▶ **TASK BRIEF**
From the records below, return every line containing the word "Isidor".

▶ **RECORDS SHOWN**
# # # # #
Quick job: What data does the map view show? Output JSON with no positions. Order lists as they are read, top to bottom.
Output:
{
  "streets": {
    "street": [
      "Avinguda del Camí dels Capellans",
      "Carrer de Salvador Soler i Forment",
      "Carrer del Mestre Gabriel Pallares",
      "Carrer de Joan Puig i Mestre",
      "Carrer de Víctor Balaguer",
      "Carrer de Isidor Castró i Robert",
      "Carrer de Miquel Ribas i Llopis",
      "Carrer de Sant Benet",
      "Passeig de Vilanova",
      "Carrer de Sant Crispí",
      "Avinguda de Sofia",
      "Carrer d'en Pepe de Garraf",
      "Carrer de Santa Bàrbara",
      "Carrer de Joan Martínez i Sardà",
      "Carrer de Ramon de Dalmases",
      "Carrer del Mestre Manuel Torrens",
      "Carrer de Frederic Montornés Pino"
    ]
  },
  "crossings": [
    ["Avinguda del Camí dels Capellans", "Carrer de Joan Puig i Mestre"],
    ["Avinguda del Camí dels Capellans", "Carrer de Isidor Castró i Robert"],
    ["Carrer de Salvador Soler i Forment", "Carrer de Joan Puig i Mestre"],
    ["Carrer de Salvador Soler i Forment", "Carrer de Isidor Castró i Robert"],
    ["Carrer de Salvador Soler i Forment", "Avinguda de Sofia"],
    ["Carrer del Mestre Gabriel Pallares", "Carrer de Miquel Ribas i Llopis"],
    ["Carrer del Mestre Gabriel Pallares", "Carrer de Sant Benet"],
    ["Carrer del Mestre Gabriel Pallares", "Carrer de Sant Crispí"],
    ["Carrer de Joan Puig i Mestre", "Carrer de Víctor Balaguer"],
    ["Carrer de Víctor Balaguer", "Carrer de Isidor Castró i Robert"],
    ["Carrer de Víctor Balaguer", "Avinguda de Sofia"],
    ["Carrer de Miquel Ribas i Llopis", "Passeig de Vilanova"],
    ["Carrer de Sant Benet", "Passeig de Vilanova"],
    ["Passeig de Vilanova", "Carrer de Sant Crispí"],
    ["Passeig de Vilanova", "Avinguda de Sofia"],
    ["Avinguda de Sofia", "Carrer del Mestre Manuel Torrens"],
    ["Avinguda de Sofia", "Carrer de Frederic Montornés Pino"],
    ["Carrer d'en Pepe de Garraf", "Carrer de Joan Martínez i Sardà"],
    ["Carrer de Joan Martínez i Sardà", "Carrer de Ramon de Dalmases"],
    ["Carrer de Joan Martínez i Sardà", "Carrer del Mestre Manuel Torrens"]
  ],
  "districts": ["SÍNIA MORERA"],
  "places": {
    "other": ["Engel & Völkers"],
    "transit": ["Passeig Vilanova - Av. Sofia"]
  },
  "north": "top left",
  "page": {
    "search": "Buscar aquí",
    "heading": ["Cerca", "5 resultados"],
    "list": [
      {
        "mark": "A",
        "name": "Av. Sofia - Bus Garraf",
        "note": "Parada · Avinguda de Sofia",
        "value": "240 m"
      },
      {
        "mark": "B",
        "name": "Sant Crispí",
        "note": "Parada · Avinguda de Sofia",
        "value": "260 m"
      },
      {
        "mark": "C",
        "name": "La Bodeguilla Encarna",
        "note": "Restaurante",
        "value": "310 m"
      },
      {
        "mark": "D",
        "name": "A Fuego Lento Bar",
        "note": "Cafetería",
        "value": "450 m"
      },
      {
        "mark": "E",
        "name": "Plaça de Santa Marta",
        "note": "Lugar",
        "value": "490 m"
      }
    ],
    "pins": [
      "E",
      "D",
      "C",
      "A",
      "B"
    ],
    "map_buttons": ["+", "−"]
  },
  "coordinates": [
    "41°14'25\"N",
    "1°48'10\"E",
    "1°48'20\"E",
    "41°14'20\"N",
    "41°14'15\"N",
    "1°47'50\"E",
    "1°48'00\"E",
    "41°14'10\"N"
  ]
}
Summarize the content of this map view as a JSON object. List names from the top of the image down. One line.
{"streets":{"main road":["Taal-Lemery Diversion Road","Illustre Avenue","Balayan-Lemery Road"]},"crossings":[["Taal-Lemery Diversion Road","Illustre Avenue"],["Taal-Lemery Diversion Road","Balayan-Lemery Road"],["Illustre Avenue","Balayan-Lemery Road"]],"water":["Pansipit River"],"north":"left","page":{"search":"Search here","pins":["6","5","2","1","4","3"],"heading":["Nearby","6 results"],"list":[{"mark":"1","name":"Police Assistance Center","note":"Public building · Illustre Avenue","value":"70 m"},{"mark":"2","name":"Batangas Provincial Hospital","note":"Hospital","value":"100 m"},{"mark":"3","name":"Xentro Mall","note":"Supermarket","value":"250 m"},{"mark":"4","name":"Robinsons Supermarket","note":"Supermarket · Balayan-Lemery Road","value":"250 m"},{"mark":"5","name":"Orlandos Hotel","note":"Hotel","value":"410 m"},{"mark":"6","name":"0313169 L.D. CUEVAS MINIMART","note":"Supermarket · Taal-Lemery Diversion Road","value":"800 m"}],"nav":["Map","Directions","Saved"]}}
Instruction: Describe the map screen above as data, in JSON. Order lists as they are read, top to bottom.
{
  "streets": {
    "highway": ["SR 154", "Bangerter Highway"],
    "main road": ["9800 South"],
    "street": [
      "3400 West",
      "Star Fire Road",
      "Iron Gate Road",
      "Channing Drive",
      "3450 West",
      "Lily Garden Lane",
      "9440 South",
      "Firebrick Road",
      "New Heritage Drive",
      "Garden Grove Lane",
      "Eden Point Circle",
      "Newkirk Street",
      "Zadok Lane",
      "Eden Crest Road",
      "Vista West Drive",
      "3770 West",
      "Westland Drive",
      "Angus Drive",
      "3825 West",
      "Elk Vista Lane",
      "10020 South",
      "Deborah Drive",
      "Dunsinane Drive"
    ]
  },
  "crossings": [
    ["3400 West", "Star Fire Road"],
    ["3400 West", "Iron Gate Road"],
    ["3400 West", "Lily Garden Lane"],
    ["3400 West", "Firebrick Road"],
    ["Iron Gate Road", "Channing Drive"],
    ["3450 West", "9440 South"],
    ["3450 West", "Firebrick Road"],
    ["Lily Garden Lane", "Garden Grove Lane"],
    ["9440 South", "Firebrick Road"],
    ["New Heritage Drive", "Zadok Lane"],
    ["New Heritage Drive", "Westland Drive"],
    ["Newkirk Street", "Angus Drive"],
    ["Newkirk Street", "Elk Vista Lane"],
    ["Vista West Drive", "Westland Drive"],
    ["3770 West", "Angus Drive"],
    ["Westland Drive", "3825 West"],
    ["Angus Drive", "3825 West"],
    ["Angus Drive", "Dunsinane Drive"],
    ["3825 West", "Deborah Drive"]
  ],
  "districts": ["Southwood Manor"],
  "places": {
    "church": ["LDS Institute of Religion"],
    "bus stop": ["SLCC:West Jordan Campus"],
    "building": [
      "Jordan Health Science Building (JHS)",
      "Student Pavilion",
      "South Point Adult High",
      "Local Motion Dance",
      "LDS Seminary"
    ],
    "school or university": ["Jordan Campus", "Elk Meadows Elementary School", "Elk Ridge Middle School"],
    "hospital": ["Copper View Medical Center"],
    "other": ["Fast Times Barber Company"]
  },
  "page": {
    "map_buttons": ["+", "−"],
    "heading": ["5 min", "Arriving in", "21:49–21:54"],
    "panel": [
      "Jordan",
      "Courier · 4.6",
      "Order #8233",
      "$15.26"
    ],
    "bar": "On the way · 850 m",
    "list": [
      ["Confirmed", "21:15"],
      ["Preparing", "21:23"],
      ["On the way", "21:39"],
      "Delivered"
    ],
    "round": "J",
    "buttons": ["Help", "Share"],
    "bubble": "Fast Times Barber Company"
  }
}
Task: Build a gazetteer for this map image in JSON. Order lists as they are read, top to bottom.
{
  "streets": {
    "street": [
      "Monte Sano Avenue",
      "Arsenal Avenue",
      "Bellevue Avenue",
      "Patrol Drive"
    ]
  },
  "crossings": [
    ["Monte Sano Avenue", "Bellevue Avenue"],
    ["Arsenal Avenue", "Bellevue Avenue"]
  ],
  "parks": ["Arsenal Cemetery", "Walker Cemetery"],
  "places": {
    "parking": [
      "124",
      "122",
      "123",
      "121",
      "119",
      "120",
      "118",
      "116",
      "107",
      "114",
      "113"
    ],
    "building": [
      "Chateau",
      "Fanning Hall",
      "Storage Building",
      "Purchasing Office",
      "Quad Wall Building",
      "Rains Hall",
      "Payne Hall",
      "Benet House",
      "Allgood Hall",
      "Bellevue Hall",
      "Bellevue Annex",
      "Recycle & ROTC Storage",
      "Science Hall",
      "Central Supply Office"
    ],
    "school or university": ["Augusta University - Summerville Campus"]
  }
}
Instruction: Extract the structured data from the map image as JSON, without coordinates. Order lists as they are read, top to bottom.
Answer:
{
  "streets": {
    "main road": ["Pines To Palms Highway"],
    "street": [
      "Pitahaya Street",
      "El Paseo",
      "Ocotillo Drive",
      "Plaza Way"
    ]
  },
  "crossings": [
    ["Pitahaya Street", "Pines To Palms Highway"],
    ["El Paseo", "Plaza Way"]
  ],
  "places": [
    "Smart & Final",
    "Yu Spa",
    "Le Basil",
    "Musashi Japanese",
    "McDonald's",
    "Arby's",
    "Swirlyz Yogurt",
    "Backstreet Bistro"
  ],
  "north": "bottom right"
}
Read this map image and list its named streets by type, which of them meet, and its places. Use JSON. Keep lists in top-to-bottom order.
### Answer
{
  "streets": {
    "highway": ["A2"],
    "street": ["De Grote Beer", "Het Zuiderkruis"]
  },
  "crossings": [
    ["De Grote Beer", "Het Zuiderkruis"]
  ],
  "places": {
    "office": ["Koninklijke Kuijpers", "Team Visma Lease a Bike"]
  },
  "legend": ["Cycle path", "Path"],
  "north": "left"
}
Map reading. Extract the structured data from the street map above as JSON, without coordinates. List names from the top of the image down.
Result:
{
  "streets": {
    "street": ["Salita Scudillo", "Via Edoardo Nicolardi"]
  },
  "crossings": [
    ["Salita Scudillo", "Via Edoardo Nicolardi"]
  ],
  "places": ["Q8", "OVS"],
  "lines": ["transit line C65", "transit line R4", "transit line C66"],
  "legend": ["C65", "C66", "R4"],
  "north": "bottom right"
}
# # # # #
▶ **EXERCISE SOLUTION**
      "Carrer de Isidor Castró i Robert",
    ["Avinguda del Camí dels Capellans", "Carrer de Isidor Castró i Robert"],
    ["Carrer de Salvador Soler i Forment", "Carrer de Isidor Castró i Robert"],
    ["Carrer de Víctor Balaguer", "Carrer de Isidor Castró i Robert"],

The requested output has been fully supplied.